D'autres, comme Pascal Rifflart, vice-président (UDI) de la métropole d'Amiens, ont au contraire estimé sur Twitter que l'émission montre «une réalité sociale pas pire qu'ailleurs en France et même si elle peut choquer des effarouché(é)s il faut savoir la regarder».

Même topo chez Gérald Darmanin, maire LR de Tourcoing, qui a certes reconnu à l'émission «un aspect voyeuriste», mais y a aussi vu «la dure réalité des quartiers très populaires. La droite devrait l'entendre». Et de reprocher à Patrick Kanner de ne plus savoir «ce que sont les classes laborieuses», «de son ministère aux dorures étincelantes».

Pendant ce temps, Renaud Deschamps, adjoint (UDI) chargé du commerce à la mairie d'Amiens, lançait sur Twitter un hashtag, #AmiensEnVrai, pour donner une vision plus positive de sa ville.

Pauvreté des uns, richesse des autres 

Mais au-delà de ce que l'émission a montré, c'est aussi ce qu'elle n'a pas montré qui interpelle. Dans son communiqué, la Fnars jugeait que «des personnes en situation de pauvreté [y sont] rendues systématiquement responsables de leur situation».

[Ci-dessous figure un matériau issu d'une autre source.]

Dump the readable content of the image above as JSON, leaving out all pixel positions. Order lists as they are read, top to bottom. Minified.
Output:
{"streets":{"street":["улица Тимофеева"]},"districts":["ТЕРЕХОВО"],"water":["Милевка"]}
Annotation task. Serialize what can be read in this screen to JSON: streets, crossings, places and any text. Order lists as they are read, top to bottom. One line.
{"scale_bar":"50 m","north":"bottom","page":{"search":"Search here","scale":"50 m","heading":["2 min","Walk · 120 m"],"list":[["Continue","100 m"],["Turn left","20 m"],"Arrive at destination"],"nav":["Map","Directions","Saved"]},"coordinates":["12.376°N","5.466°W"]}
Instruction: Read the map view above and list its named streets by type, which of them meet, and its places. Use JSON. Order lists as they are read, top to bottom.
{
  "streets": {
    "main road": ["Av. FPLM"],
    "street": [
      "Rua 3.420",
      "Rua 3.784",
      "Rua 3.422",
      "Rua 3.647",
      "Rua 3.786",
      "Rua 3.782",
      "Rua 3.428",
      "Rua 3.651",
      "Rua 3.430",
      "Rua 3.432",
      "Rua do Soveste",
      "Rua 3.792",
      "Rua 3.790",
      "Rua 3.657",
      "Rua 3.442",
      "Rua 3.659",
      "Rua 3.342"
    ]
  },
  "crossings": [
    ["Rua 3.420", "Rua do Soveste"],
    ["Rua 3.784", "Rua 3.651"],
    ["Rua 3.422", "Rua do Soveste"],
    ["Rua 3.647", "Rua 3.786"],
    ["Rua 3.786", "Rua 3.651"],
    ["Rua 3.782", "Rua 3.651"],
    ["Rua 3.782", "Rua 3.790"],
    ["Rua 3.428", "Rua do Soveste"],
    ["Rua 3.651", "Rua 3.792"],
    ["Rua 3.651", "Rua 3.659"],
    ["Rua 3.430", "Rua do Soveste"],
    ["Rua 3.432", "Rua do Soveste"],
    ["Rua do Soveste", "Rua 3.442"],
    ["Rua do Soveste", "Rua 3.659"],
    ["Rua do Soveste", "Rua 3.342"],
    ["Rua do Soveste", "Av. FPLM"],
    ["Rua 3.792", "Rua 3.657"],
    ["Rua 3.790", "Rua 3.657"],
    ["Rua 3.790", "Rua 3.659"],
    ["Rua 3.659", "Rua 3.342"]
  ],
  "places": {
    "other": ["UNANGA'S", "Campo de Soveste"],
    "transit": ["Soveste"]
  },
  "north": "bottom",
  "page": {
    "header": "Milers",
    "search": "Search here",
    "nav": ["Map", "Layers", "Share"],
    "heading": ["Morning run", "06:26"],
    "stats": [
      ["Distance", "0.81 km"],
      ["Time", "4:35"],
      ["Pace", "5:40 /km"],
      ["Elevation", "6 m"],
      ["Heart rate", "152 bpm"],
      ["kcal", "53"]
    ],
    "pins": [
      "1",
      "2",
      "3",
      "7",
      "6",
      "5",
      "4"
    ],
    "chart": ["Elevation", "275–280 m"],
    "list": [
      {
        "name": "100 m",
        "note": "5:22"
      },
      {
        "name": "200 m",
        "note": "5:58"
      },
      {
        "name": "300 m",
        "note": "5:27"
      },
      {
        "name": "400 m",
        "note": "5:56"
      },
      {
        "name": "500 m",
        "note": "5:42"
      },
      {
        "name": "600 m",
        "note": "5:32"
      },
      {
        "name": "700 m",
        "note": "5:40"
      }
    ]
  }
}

De fait, le docu-réalité n'essaie pas de comprendre comment les personnages se sont retrouvés dans leur situation. Si l'un d'eux évoque la fermeture de l'usine Goodyear (sans qu'on sache d'ailleurs s'il y a travaillé), le sujet est évacué dès le début du premier épisode par la voix off qui déclare que «la crise de 2008 est passée par là». Pourtant, «la région d'Amiens est rongée sur trois générations, dans un rayon de 20 kilomètres, par les fermetures d'usines», rappellent les documentaristes Laurence Karsznia et Mourad Laffitte, réalisateurs de Goodyear, la mort en bout de chaîne. «Goodyear va très très bien : c'est la maison mère qui a décidé de fermer l'usine d'Amiens-Nord», avec 1 200 salariés licenciés et près de 5 000 emplois touchés indirectement, soulignent-ils. Rien non plus sur «les bailleurs sociaux, les assistantes sociales, la défaillance de Pôle Emploi». Rien, également, sur le fait que Saint-Leu «pourrait aussi être montré comme un quartier bobo, avec ses étudiants et ses terrasses de café».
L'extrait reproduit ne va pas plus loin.